A team of UK and Australian astronomers has discovered new, independent evidence that the expansion of the universe is accelerating. Their findings have just appeared in the Monthly Notices of the Royal Astronomical Society.

Three years ago, two teams of astronomers rocked the scientific world by finding evidence that the expansion of the universe is accelerating rather than slowing down as had generally been expected because of the gravitational attraction between the matter within it. According to these groups, the brightnesses of supernovae (massive exploding stars) they observed in remote galaxies require a universe filled with a strange kind of dark energy that causes it to accelerate increasingly faster into the infinite future.

The concept of dark energy was first postulated by Einstein (who called it 'the cosmological constant').
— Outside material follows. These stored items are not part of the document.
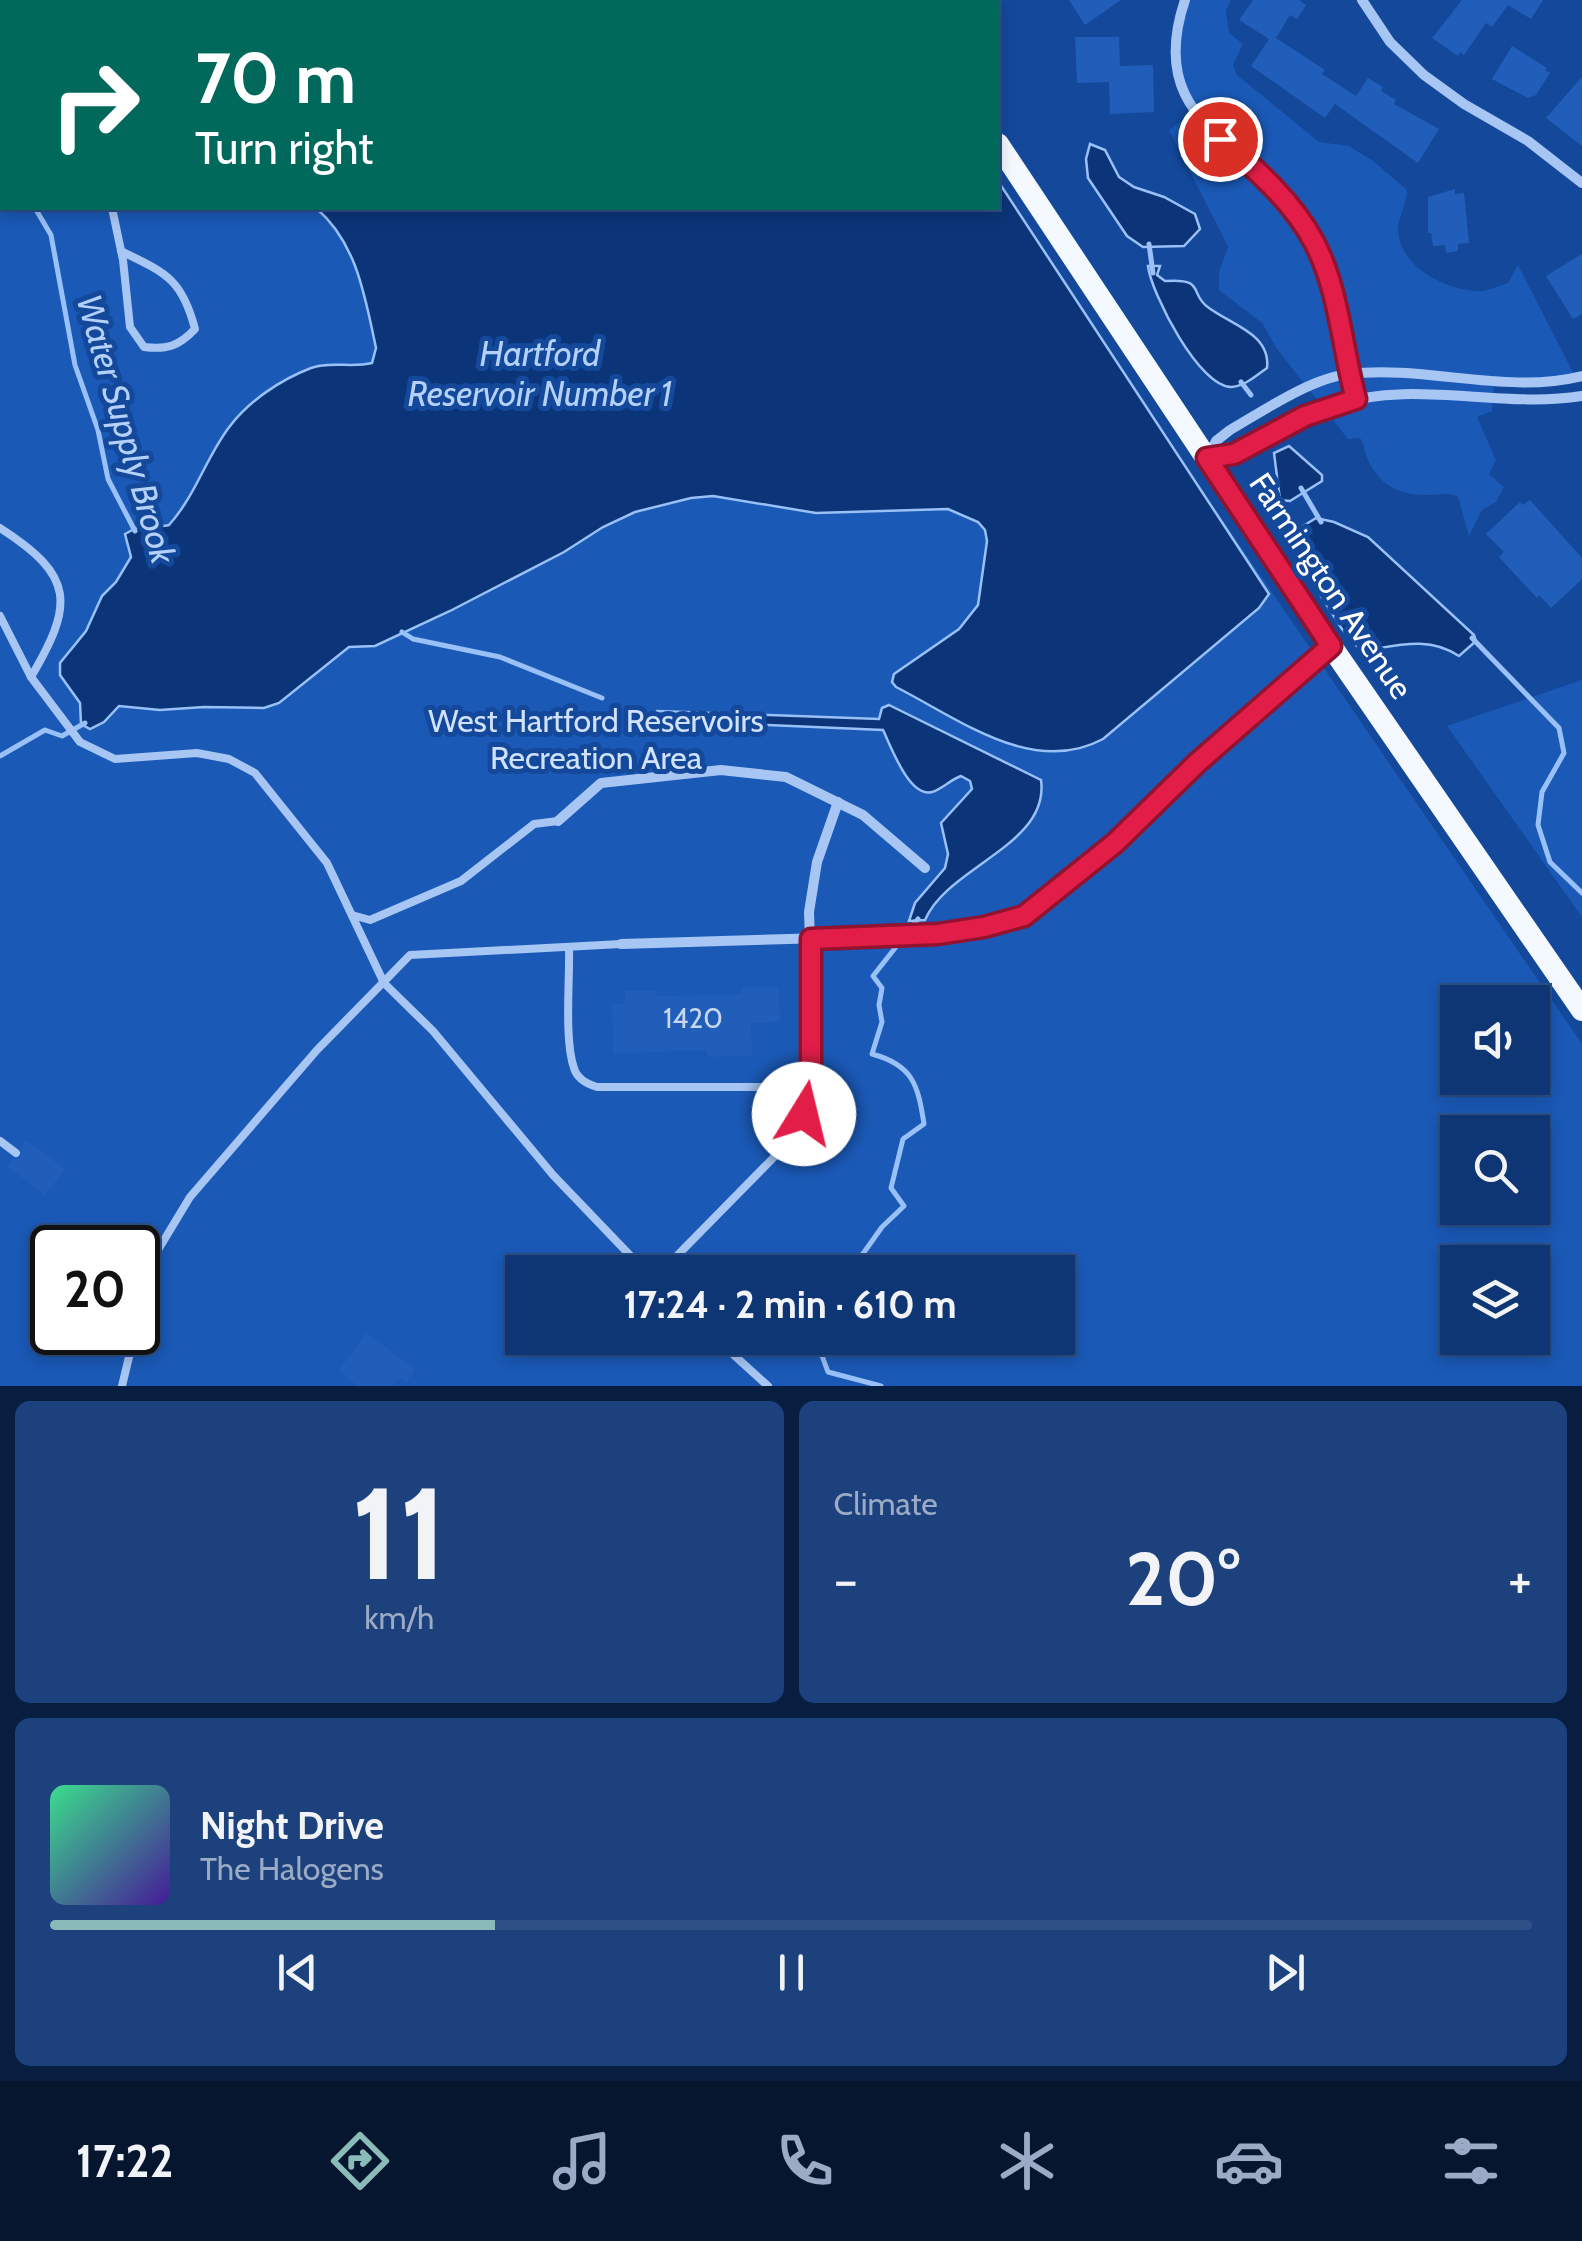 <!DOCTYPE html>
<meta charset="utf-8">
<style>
:root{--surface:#0e3674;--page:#1c417c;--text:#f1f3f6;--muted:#9babc5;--line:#2e5086;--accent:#8bbbb9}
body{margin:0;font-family:Cabin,sans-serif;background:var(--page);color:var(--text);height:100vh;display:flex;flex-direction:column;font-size:38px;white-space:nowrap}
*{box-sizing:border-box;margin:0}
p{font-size:32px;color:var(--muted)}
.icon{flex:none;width:55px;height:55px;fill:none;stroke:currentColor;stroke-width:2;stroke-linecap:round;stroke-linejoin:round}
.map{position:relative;height:1386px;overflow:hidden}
.sheet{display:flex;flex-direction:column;gap:15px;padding:15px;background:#081e40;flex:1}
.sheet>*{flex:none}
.top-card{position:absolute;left:0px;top:0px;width:1000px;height:210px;box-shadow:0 5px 15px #0003,0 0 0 2px var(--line);background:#00695c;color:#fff;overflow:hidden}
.buttons{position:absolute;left:1440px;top:985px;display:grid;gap:20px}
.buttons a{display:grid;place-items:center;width:110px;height:110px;border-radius:0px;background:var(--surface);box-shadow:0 5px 15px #0003,0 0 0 2px var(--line);font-size:50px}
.speed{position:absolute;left:30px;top:1225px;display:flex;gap:20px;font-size:50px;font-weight:700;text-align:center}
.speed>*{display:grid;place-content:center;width:130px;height:130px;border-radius:50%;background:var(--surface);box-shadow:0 5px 15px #0003,0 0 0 2px var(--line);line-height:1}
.speed .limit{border:5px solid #111;border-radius:15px;background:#fff;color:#111}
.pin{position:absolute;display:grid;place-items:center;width:85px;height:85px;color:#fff;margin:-42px;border:5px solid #fff;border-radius:50%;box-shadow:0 2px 10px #0007}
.me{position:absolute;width:110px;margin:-55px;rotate:9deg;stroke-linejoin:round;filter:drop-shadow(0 0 8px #0008)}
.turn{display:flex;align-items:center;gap:35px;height:210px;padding:0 30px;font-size:45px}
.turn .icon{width:130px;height:130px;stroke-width:2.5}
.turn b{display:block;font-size:70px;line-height:85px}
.big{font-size:75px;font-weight:700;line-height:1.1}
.sheet .tile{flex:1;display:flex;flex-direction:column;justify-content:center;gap:15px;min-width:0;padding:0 35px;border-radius:15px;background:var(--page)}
.sheet .dial{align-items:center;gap:0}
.dial b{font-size:130px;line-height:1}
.song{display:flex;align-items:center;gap:30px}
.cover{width:120px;height:120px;border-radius:15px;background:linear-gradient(135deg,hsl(150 70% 55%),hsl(260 70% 35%))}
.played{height:10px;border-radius:5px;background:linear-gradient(90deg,var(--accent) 30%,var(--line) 30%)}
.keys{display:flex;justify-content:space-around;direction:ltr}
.heat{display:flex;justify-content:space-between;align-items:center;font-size:55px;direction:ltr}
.sheet .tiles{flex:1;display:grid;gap:15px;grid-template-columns:1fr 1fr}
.tile:last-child{grid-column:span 2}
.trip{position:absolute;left:505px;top:1255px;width:570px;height:100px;border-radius:0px;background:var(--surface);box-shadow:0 5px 15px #0003,0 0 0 2px var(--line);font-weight:700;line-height:100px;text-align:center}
.dock{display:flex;height:160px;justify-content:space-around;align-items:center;background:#06162e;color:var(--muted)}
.dock .icon{width:70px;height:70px}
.dock .on{color:var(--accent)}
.dock b{font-size:45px;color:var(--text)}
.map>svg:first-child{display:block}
.green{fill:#1a59b6;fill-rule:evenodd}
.water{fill:#0b3578;stroke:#99c0f7;stroke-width:2.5}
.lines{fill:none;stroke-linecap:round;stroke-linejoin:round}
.stream{stroke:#99c0f7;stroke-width:5}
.building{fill:#215eba}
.service{stroke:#a7c6f4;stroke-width:8}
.minor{stroke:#a7c6f4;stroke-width:10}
.primary{stroke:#f4f8ff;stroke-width:22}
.route-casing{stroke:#92132f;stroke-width:25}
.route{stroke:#e11d48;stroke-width:18}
.labels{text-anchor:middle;stroke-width:10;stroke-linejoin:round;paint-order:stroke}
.number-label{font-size:28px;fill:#c8d7ee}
.street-label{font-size:32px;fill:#fff;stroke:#13489b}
.park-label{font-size:32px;fill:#d0e2fd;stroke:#13489b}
.water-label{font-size:35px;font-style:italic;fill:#b4d1fa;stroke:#13489b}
</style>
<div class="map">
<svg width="1582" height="1386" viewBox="0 0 1582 1386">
<rect width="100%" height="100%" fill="#13489b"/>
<!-- green -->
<g class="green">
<path d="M0 0H870L871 2H2V208H998L1164 435 1582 1044V1386H0ZM1458 1002H1532V1078H1458ZM1458 1132H1532V1208H1458ZM52 1248H138V1332H52ZM1458 1262H1532V1338H1458ZM522 1272H1058V1338H522Z"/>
<path d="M1185 0H1231L1226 11 1229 33 1243 44 1233 65 1237 75 1319 142 1349 146 1373 161 1407 190C1407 203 1399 216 1398 228 1398 267 1446 290 1478 291 1488 291 1499 286 1508 283L1518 265 1576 378 1494 380 1492 411 1477 417 1496 460 1489 474 1504 487 1496 502 1482 510 1469 536 1458 497C1446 492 1440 495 1427 495 1400 495 1380 486 1368 460 1364 452 1365 445 1360 438L1348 439 1277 349 1262 323 1219 290V272L1228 247 1169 130 1194 111 1173 53Z"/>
<path d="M1582 680V917L1447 726Z"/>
</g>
<!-- water -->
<g class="water">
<path d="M120 0H744L747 2H120Z"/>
<path d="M1090 144 1105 150 1119 177 1134 187 1164 197 1195 214 1200 229 1184 246 1143 247 1127 236 1088 178 1086 159Z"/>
<path d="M998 181 1269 594 1259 608 1103 739C1033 777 959 719 896 687L892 682 894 674 959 629 978 605 987 541 985 530 978 522 948 509 816 513 713 496 691 498 635 512 603 527 564 552 450 611 375 646 349 647 279 703 264 708 204 707 160 710 119 706 104 722 90 729 81 724 80 703 60 675V663L86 631 102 596 116 582 131 557 125 534 154 518 164 526 169 525C196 495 206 457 230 426 249 401 280 380 311 368 330 361 352 368 372 363L376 348C365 297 357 243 316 208H998Z"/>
<path d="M1148 266H1160L1157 275 1165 281C1207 278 1188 294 1209 308 1232 325 1271 334 1267 368 1257 375 1245 386 1232 387 1200 389 1151 293 1148 266Z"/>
<path d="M1289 446 1322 475V481L1290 501 1280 500 1274 453Z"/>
<path d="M1316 518 1334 522 1368 537 1474 635 1476 641 1459 656C1428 635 1396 646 1361 651L1342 629 1287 543V536Z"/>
<path d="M889 705 1041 780C1050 845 948 866 925 920L909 921 915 903 945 868 948 854 941 823 972 789 970 781 961 776C950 780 942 789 932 792 909 798 891 746 883 730L655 720 657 711 879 719 882 708Z"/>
</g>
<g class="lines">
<!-- stream -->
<g class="stream">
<path d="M0 159 2 162"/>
<path d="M35 208 51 235 75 365 98 430 108 479 135 531"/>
<path d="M1149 244 1153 273"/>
<path d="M1241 382 1251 395"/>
<path d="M1301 488 1321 522"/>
<path d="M402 632 413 639 500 657 602 698"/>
<path d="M1472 638 1559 728 1564 753 1542 792 1538 825 1550 862 1582 893"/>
<path d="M0 756 45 730 62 736 85 723"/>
<path d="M850 1272 882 1227 904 1206 891 1188 903 1139 924 1124C918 1085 913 1065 872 1054L882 1022 879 1005 882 988 873 976 918 919"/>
<path d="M826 1338 821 1353 828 1372 881 1386"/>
</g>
</g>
<!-- building -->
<g class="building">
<path d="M1069 0H1121L1085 25Z"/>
<path d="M1253 0H1299L1306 5 1297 19 1290 15 1276 38 1325 70 1322 74 1356 96 1368 78 1383 87 1381 91 1396 100 1394 104 1439 129 1418 163 1335 104 1325 118 1251 66 1269 39 1239 20Z"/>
<path d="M1462 0H1543L1531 19 1508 5 1492 27 1486 23 1464 55 1460 52 1458 56 1432 38Z"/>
<path d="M1075 37H1119L1120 66 1153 65 1154 112 1110 114 1109 82 1077 83Z"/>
<path d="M1512 46 1547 68 1545 70 1550 73 1536 95 1528 98 1492 79Z"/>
<path d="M1582 77V146L1546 118Z"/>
<path d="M1455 189V194L1464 193 1469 243 1458 244V251L1446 253 1445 245 1433 246 1431 233H1428V197Z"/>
<path d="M1582 254V314L1573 319 1546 276Z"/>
<path d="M1530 500 1582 558V579L1551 608 1539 595 1537 598 1499 557 1504 552 1486 534 1520 502 1523 505Z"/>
<path d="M742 987H779L780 1022 751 1023 752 1056 707 1057V1050L613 1054 612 1004H625V991H656V996L742 994Z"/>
<path d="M26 1140 65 1169 45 1195 7 1166 12 1159 21 1158V1147Z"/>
<path d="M367 1333 416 1370 406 1382 400 1377 393 1386H358L338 1371Z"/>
</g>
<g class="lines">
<!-- service -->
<g class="service">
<path d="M0 79 2 80"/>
<path d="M112 208 123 260 130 327 144 347C167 350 179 346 195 329 182 279 166 273 121 251"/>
<path d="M0 528C75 576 74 604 31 677"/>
<path d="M0 616 31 677 80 742 115 759 197 753 229 759 255 773 327 863 384 983 433 1031 553 1175 646 1272"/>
<path d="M352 915 370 920 461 881 534 824 558 821"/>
<path d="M569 947C570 978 564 1040 574 1068 577 1079 587 1084 597 1087H811L804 1114 784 1147 661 1272"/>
<path d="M811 1087 813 1025"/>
<path d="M0 1141 16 1153"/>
<path d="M138 1323 155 1255 190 1197 317 1050 410 955 621 944"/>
<path d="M715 1338 768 1386"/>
<path d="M122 1386 135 1332"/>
</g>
<!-- minor -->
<g class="minor">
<path d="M1185 0C1146 116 1235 135 1293 213 1300 223 1310 233 1315 244 1338 293 1342 348 1356 399"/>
<path d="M1362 0 1390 42 1424 75 1464 104 1528 141 1582 183"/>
<path d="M1582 376C1506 395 1426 365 1349 374 1311 378 1263 411 1230 430L1216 441 1207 458C1248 458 1294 418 1335 405 1414 379 1500 409 1582 396"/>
<path d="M558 821 601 783 721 770 786 777 863 815 925 868"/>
<path d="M913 935 984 927 1024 916 1115 843 1197 763 1330 646"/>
<path d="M621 944 894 936"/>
<path d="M813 1025 809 912 817 862 838 802"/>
</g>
<!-- primary -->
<g class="primary">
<path d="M899 0 901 2"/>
<path d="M998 144 1331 646 1582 1010"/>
</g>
</g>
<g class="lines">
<!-- route casing -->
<g class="route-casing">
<path id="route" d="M804 1114 811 1087V939L938 934 984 927 1024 916 1115 843 1197 763 1331 646 1207 458 1234 454 1305 416 1356 399C1342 348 1339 289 1314 242 1293 202 1254 167 1220 139"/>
</g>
<!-- route -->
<use href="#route" class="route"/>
</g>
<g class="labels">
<!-- number labels -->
<g class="number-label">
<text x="693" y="1028">1420</text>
</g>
<!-- street labels -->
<g class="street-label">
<text transform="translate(1331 586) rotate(56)" y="11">Farmington Avenue</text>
</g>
<!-- park labels -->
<g class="park-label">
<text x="596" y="732">West Hartford Reservoirs<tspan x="596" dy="37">Recreation Area</tspan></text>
</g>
<!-- water labels -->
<g class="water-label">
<text x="540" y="366">Hartford<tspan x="540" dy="40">Reservoir Number 1</tspan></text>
<text transform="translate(126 429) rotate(74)" y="12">Water Supply Brook</text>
</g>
</g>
</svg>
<div class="buttons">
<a><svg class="icon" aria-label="sound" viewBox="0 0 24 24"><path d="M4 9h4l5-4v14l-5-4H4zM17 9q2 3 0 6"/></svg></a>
<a><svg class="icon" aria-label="search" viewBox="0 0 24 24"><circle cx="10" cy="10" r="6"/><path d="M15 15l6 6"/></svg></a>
<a><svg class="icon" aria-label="layers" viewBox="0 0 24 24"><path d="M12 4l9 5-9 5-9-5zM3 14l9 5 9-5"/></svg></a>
</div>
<div class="speed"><div class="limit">20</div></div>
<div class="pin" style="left:1220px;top:139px;background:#d93025"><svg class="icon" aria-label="arrive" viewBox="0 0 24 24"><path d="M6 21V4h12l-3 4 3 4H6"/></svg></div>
<svg class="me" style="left:804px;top:1114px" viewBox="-20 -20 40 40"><circle r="19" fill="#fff"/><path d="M0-13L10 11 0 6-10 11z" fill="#e11d48"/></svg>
<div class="trip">17:24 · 2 min · 610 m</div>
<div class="top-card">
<div class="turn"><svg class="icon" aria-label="right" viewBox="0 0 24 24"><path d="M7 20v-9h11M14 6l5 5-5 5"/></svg><div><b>70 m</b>Turn right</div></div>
</div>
</div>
<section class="sheet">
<div class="tiles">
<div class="tile dial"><b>11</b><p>km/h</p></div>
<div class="tile"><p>Climate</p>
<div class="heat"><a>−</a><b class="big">20°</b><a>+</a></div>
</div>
<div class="tile">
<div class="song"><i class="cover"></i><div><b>Night Drive</b><p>The Halogens</p></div></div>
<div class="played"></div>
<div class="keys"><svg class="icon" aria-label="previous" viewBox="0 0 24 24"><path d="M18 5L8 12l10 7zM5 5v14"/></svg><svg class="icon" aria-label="pause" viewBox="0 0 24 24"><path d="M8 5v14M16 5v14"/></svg><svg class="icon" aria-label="next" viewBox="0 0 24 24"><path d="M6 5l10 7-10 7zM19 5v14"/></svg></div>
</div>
</div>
</section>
<nav class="dock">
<b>17:22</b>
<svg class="icon on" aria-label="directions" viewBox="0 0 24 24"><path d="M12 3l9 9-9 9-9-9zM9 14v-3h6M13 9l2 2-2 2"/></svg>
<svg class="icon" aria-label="music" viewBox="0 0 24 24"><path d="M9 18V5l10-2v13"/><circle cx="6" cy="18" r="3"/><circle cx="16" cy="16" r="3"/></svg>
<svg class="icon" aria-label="phone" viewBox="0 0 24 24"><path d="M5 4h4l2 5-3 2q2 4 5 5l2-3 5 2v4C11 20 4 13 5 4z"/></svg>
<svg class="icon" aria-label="climate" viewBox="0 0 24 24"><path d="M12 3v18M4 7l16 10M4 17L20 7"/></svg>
<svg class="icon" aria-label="car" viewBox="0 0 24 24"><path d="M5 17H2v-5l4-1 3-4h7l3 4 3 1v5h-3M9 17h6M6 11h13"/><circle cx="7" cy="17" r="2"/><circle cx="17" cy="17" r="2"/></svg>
<svg class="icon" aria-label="filters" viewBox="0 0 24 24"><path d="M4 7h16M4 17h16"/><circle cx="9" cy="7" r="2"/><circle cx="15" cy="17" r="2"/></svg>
</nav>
But Einstein later referred to this idea as his greater scientific blunder since it spoilt the simplicity and elegance of his General Theory of Relativity. Since then, the cosmological constant has had a controversial history. The great Cambridge astronomer Sir Arthur Stanley Eddington was convinced of its existence, arguing that the cosmological constant distinguished between the vast size of the observable universe and the tiny scales of subatomic particles. But to most theoretical physicists the cosmological constant has seemed utterly mysterious and unnecessary, and many have been reluctant to accept the results of the supernovae teams.

Now, a team of 27 astronomers led by Professor George Efstathiou of the University of Cambridge has published strong evidence for the existence of dark energy using an entirely different technique. They used the clustering pattern of 250,000 galaxies in a large volume of the universe surveyed with the Anglo-Australian Telescope at Siding Spring in New South Wales, Australia. By comparing the structure in the universe now, some 15 billion years after the Big Bang, with structure observed in the cosmic microwave background radiation, which preserved information about what the universe was like when it was only 300,000 years old, the Anglo-Australian team could apply a simple geometrical test to elucidate the composition of the universe.

Their results show that the universe is full of dark energy, completely consistent with the earlier supernovae results. "It seems that Einstein did not made a blunder after all -- dark energy appears to exist and to dominate over more conventional types of matter" says Professor Efstathiou. "An explanation of the dark energy may involve String Theory, extra dimensions or even what happened before the Big Bang. At present nobody knows. The ball is now firmly in the theorists court."